The measures developed by the task force, aimed at helping to get long-term unemployed persons back to work in the 12 Area Partnerships, which I announced on 30 April 1992, are now in operation. One of these measures — the Area Allowance (Enterprise) proved so successful that it has been extended to a second year at a rate of 75 per cent of the applicants underlying unemployment assistance entitlement. At the end-September 1993, there were some 4,000 participating in the new community employment development programme.

I will be calling the Deputies in the order in which their questions appear on the Order Paper. Deputy John Bruton.

Is the Taoiseach aware that 287,000 people do not have work and that 98,000 people emigrated during the period of the last plan? What level would unemployment need to reach for the Taoiseach to conclude that his policies were not working?

I have set out in detail the steps the Government is taking in relation to this problem. The National Development Plan published by the Government contains details of the largest ever investment programme in this country, historically or otherwise. This plan covers the period up to 1999 and sets out job targets. There are many aspects to unemployment and, as was stated clearly at the launch of the plan yesterday, this is one part of Government strategy; other parts of Government strategy include budgetary measures and possible opportunities which can be identified and which will create even a single job. We have included local development initiatives in the plan in an effort to get enterprise going on the ground and we are constantly working with the social partners on recommendations made by the task forces to which I referred in my reply. I would welcome any constructive suggestions from Deputy Bruton, members of his party or members of other parties on ways of tackling our unemployment problem. Deputy Bruton knows as well as I do that unemployment is due to a combination of factors, not merely the increase in our labour force numbers arising from our demographic position. Unemployment is a very serious problem throughout Europe and the western world. That is why I hope much time will be devoted at the December Summit to producing a concerted programme and policy on ways of tackling unemployment on a European-wide basis.

Deputy Bruton, I am sure, will be the first to admit that the solution to unemployment does not lie solely in our hands, that we are at the mercy of what happens internationally, because we are such an open economy. However, he and the House can be assured that every possible action in relation to the relief of unemployment will be taken.

Is the Taoiseach telling the House that there is a no figure above which unemployment might go which he would regard as an indication his programme had failed?

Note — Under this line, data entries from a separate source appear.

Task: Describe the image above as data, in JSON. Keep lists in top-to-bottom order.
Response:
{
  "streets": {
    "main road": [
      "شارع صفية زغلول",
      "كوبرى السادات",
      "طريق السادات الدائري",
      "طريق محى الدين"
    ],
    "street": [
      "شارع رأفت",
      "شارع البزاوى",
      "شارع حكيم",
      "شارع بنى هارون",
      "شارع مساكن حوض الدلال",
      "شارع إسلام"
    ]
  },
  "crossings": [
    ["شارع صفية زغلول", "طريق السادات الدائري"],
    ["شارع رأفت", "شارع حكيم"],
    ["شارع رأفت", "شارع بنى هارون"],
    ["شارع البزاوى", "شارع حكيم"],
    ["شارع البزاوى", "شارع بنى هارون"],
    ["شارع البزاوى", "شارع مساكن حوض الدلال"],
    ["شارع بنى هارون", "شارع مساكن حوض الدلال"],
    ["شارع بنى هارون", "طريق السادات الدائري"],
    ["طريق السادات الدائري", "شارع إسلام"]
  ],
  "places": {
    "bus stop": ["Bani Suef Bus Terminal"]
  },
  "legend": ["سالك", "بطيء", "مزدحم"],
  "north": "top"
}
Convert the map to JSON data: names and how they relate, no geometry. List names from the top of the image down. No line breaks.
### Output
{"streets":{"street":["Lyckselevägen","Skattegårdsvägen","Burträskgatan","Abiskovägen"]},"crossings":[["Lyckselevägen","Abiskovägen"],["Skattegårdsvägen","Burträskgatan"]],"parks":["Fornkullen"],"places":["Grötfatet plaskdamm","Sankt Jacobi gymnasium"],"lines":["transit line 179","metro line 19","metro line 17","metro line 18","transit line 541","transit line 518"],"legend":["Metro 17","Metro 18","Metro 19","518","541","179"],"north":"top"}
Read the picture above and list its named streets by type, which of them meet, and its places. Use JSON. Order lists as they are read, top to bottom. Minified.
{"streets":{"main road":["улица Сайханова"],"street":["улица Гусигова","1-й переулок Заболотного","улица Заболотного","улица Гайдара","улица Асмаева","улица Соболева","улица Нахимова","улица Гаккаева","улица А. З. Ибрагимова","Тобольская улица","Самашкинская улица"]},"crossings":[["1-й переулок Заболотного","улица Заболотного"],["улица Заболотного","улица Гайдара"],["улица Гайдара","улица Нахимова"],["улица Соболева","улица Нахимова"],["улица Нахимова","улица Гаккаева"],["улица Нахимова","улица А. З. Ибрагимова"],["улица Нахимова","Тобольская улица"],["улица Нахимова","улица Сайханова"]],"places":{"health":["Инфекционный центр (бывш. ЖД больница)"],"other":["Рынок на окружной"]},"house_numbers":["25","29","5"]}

The House — and I am sure the general public — would appreciate if Deputy Bruton addressed his energies, of which he has many, to making suggestions towards the solution of unemployment——

Answer the question.

——rather then trying to play politics with a problem.

More waffle, Taoiseach.

Given that the Taoiseach has no idea as to what would be an unacceptable level of unemployment and, presumably, is willing therefore to accept any level of unemployment, does he agree with the Archbishop that the present level of unemployment is subversive?

I would not use that word. The Deputy may take it from somebody else if he cares to use it but it is not a word that I have used to describe unemployment. I have described unemployment as a human tragedy and indeed any level of unemployment is unacceptable. The Government is taking every possible initiative it can regarding the solution of the problem and I hope Deputy Bruton might address that particular issue.

Given that the current Programme for Economic and Social Progress has failed to cope with the rising unemployment level, will the Taoiseach indicate what agreement, if any, there is among the social partners regarding the steps that can be taken to deal with this problem as distinct from agreeing that it is a problem and a crisis which must be dealt with? What are the specifics on the agreement as to the steps that may be taken to deal with unemployment?

Launching the National Development Plan yesterday I said quite clearly that the central objective of that plan was tackling the problem of unemployment and creating employment. I also said, and I repeat here today, that the central objective of the talks with the social partners should be directed at relieving unemployment in whatever ways possible and ensuring that the maximum number of jobs can be created. In this regard I indicated quite clearly — and I am sure everybody agrees — that competitiveness has a major role in creating and maintaining jobs in the economy and that every 1 per cent sustained improvement in wage cost competitiveness can produce 4,000 net jobs. Therefore, the discussions that will take place can make their own contribution in relation to the objectives I have set for the talks and for the national plan.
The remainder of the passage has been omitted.